(Material for this task)
• • •

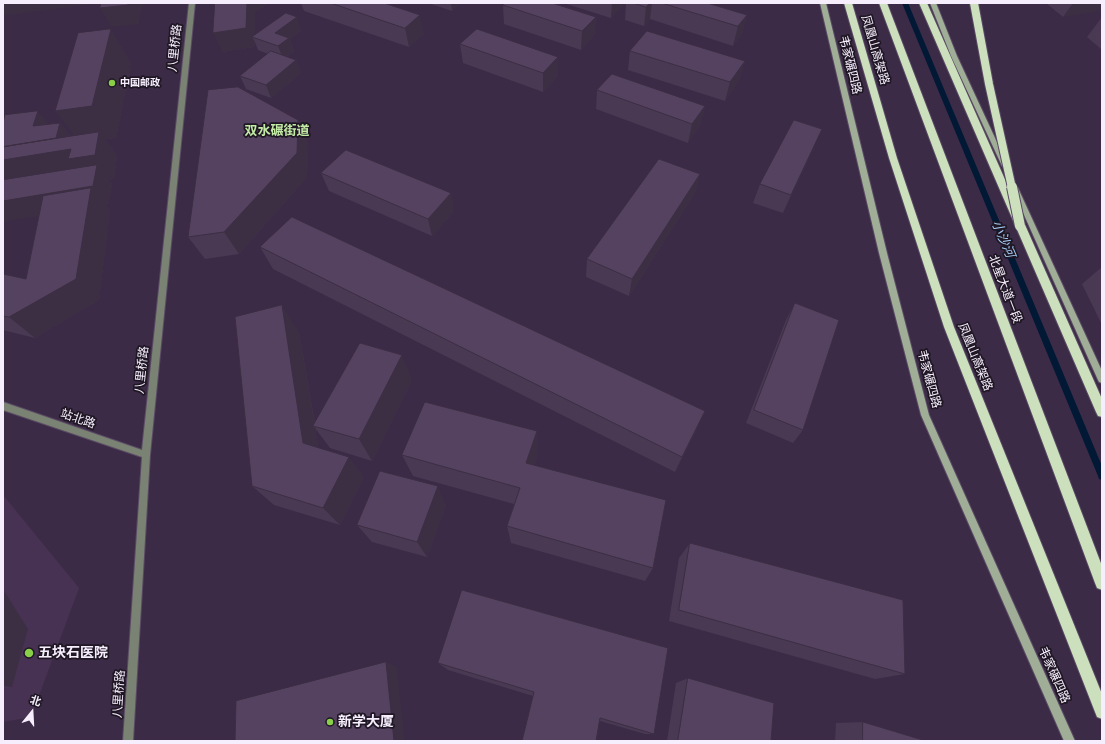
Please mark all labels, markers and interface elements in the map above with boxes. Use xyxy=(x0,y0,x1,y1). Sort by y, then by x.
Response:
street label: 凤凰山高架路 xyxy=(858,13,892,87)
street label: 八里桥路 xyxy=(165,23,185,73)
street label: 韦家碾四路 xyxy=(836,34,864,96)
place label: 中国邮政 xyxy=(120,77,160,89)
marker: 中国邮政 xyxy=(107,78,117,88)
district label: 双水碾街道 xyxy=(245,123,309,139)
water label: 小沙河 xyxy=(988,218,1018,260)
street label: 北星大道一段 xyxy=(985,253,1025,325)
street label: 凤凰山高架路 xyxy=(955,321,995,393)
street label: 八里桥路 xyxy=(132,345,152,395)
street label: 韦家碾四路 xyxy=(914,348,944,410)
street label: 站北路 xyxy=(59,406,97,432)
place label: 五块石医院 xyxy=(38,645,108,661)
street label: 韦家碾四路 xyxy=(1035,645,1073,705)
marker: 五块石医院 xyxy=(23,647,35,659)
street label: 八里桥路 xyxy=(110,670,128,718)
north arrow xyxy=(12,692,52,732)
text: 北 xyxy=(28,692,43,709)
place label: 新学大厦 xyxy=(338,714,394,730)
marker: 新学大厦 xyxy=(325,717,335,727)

• • •

(Task requirements)
Please restate each entry exactly, but drop any picture it holds.

(Reply)
Please mark all labels, markers and interface elements in the map above with boxes. Use xyxy=(x0,y0,x1,y1). Sort by y, then by x.
Response:
street label: 凤凰山高架路 xyxy=(858,13,892,87)
street label: 八里桥路 xyxy=(165,23,185,73)
street label: 韦家碾四路 xyxy=(836,34,864,96)
place label: 中国邮政 xyxy=(120,77,160,89)
marker: 中国邮政 xyxy=(107,78,117,88)
district label: 双水碾街道 xyxy=(245,123,309,139)
water label: 小沙河 xyxy=(988,218,1018,260)
street label: 北星大道一段 xyxy=(985,253,1025,325)
street label: 凤凰山高架路 xyxy=(955,321,995,393)
street label: 八里桥路 xyxy=(132,345,152,395)
street label: 韦家碾四路 xyxy=(914,348,944,410)
street label: 站北路 xyxy=(59,406,97,432)
place label: 五块石医院 xyxy=(38,645,108,661)
street label: 韦家碾四路 xyxy=(1035,645,1073,705)
marker: 五块石医院 xyxy=(23,647,35,659)
street label: 八里桥路 xyxy=(110,670,128,718)
north arrow xyxy=(12,692,52,732)
text: 北 xyxy=(28,692,43,709)
place label: 新学大厦 xyxy=(338,714,394,730)
marker: 新学大厦 xyxy=(325,717,335,727)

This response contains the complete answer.